Mi maestro López Moctezuma contó que a su regreso, al rodar el tren por los desiertos del norte hubo una bellísima puesta de sol teñida de color rojo. Rojo sangre. Vio aquel gran conocedor del alma mexicana el porvenir de su patria; y por los cachetes se le rodaron las de San Pedro…
El año siguiente, Porfirio Díaz vio venir entre espíritus a don Panchito Madero pidiendo que hubiera voto efectivo y se acabara la reelección. Con armas y financiamiento de Texas inició lo que llamó “la revolución”, o más certeramente, la bola. Prefirió don Porfirio embarcarse en un buque brasileño para ahorrar sangre mexicana, que se había cansado de ver desperdiciarse en guerras intestinas, pronunciamientos y cuartelazos.
Terminada la pax porfiriana el “héroe de la paz” vio desde Europa cómo México volvía a las andadas con 8 presidencias, asesinatos y traiciones en una patria hundida en oooootra guerra feroz e interminable que destruyó muchísimo de aquello que él se esforzó en construir y pacificar.
El testigo imaginario que fui de esos acontecimientos me hizo ver cuánto tiempo y sucesos pude haber vivido desde el ya lejano día de mi primera luz: un México despoblado, desangrado, destruido, que tras pacificarse y desarrollarse, de nuevo se autodestruía y hacía resucitar a los peores demonios de su profunda y bronca alma. Allende el Bravo los financieros y mercaderes de armas se estarían carcajeando y relamiéndose los bigotes tras lograr que la incipiente potencia del sur se volviera impotente y se echara a perder.
Hoy 2 de julio de 1915 me bajo de mi máquina del tiempo: muere don Porfirio en París. Hoy 2 de julio de 2015 la familia Díaz le dedica una misa.
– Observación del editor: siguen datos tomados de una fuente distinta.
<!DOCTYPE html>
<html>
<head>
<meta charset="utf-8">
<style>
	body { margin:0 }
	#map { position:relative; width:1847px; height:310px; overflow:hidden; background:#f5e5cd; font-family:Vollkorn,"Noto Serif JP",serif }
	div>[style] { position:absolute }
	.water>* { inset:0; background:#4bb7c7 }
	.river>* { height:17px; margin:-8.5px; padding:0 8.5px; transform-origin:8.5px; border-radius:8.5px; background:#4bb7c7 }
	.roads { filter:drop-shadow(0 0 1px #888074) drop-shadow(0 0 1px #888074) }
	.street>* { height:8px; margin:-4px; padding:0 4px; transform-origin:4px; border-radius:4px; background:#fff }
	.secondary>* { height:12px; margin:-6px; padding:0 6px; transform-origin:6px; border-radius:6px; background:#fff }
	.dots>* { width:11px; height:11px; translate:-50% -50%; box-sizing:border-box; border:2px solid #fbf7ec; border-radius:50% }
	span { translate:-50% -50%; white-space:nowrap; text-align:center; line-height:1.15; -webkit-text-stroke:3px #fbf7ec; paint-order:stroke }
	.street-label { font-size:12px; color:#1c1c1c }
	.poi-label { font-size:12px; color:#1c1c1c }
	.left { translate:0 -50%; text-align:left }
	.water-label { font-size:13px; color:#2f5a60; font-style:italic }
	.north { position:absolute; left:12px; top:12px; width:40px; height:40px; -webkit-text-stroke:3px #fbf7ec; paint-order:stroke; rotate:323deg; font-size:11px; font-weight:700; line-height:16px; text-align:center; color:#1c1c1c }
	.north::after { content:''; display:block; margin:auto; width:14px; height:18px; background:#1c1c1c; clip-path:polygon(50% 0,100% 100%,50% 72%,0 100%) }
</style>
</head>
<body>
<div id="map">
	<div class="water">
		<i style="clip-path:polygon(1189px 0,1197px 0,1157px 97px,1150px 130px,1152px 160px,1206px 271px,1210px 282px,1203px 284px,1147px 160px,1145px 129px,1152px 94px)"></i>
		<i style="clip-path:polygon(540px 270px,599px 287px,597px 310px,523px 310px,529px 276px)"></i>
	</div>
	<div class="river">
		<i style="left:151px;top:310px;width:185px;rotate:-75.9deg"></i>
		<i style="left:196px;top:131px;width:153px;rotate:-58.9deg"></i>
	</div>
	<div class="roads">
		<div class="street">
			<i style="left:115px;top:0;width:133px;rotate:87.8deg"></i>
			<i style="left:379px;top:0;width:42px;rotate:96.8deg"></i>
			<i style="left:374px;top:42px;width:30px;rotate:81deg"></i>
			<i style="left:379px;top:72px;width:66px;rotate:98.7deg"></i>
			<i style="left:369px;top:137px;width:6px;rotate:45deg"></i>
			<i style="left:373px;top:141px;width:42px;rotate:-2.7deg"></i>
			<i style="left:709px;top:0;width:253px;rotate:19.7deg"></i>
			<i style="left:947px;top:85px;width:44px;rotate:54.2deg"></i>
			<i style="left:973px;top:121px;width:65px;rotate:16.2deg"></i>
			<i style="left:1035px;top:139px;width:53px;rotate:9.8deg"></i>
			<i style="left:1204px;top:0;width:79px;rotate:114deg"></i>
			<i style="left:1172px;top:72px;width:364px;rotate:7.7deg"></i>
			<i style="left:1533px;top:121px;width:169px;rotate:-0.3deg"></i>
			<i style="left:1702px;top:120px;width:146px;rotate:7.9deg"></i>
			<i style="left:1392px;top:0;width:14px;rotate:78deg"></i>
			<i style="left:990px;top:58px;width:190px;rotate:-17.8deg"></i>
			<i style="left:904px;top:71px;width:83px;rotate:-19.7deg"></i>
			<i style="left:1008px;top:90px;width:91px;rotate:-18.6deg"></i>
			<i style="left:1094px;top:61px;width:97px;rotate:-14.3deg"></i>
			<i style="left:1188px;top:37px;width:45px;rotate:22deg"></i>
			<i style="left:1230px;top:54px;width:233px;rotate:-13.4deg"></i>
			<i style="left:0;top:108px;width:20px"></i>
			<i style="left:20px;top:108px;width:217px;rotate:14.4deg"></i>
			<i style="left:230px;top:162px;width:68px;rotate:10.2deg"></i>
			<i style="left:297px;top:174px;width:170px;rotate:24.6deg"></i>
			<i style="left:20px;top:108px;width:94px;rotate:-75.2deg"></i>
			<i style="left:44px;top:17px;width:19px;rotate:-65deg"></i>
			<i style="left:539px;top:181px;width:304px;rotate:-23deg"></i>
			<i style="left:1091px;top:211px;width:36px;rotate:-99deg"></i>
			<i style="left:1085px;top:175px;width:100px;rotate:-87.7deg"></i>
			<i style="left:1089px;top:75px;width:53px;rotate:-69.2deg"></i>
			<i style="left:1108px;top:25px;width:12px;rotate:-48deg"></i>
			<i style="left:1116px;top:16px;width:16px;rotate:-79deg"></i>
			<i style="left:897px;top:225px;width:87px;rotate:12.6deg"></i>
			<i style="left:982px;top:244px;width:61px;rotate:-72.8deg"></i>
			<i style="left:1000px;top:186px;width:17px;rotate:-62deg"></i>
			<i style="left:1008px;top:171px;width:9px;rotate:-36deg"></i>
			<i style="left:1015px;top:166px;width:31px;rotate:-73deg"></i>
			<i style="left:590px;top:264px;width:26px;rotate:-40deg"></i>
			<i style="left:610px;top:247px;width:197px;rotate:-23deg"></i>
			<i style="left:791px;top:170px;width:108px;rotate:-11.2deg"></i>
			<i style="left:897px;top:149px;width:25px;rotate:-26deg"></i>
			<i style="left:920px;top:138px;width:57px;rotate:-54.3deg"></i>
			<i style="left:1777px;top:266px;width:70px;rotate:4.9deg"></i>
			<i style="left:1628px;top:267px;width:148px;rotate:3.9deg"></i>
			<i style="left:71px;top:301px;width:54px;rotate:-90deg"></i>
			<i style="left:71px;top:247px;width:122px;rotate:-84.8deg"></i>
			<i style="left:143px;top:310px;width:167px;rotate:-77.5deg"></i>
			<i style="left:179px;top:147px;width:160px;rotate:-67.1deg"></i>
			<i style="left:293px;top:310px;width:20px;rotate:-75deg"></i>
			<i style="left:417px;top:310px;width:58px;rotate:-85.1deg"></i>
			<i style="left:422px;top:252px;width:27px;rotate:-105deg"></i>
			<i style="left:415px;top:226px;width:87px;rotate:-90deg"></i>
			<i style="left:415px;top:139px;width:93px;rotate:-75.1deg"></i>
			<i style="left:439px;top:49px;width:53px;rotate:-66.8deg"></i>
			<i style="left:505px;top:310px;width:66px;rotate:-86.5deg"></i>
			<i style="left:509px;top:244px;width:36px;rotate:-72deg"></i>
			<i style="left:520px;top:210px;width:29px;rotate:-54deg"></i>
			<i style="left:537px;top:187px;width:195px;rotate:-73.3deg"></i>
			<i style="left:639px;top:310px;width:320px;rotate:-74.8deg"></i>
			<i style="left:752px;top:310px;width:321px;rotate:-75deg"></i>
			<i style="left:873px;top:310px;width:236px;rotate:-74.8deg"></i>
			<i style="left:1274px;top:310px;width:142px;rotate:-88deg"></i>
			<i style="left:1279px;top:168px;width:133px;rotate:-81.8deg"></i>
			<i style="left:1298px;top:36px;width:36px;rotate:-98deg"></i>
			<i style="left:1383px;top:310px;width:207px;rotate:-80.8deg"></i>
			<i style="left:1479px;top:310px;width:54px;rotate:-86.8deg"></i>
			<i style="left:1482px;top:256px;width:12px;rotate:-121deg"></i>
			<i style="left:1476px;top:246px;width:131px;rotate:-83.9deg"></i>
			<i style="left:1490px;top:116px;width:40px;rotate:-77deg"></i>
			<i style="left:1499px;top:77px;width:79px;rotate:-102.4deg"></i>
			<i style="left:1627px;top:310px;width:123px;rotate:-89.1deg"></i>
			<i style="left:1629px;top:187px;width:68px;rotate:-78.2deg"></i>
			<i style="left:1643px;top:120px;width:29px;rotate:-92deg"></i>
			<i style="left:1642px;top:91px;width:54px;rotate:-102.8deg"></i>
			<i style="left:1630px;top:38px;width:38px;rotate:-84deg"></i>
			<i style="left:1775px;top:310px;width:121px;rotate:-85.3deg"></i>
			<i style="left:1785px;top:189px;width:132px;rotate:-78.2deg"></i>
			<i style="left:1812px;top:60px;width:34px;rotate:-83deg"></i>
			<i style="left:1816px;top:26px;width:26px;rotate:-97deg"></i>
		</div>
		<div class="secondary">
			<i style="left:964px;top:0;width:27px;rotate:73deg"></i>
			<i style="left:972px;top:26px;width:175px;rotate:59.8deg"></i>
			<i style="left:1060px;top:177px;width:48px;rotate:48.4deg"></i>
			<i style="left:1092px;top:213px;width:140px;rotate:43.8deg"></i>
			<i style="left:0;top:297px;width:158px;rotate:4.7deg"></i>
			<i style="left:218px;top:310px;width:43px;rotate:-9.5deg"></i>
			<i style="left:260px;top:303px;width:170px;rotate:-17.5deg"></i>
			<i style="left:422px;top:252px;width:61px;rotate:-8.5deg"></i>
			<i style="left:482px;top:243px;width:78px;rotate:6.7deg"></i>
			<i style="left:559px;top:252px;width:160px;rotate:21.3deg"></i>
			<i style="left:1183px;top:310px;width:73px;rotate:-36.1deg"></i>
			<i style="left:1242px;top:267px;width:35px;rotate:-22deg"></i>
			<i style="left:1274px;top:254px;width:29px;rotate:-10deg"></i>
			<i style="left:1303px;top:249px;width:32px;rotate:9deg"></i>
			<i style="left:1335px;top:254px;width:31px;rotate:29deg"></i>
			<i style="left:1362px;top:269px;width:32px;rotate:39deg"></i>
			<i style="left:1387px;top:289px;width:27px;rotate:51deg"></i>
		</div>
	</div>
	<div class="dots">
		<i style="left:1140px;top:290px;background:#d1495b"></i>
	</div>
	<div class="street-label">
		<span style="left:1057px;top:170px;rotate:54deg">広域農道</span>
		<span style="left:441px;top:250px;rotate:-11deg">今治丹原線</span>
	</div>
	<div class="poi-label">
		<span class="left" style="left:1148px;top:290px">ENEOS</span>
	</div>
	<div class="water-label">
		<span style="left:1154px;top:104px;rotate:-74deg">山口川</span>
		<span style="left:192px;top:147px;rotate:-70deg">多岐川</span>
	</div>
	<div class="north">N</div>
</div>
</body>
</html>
Pensé para mis adentros: aquél militar práctico y talentoso, valiente y patriota que vivió a tope, conoció a muchas mozas, lo inspiraron bellas musas y disfrutó de masas y de mesas, pero no habrá ido a muchas misas. No le sobrará la de hoy. Insólito: acudo a otra misa solemne por un jefe de Estado mexicano, luego de la de Maximiliano I en 1967. La orquesta y coro de nuevo tocaron hoy a toda nota el himno nacional. Y estuve en ambas. Alguien gritó estentóramente dentro de la iglesia un compartido “¡Viva México!”
Luego de dimensionar la amplitud de tiempo desde que respiro el aire de este mundo, me asombro de haberlo tenido en suficiencia para presenciar lo que habría visto un niño nacido en 1846: desde la victoria gringa perdiendo la mitad de nuestro territorio hasta las guerras inciviles y el caos revolucionario, pasando por el efímero Imperio y el duradero Porfiriato. Las máquinas de la imaginación obran maravillas.
Ya en la realidad del mundo real, pocas esperanzas me quedan de que el mexicano perdone a la historia y vea que no tiene sentido quejarse por la leche derramada si ya se derramó. La gente primitiva y acomplejada que adora a mitos de bronce y enloda a patriotas políticamente incorrectos y sigue traumada por la conquista y exige entregar vivos a 43 asesinados (incluyendo al que demostradamente ya se murió) no podrá perdonar los pecados de un caudillo imperfecto cuyos méritos rebasan con mucho sus defectos.
Mejor que siga descansando en paz en el Cementerio de Montparnasse y no en la iglesia de la Soledad de Oaxaca, donde los maistros de la 22 habrían de profanar sus restos. Si ni siquiera el rector Narro de la “máxima casa de estudios” tuvo los arrestos necesarios para reconocer en el bicentenario de 2010 que don Porfirio fundó la Universidad Nacional en 1910, ¿qué podremos esperar?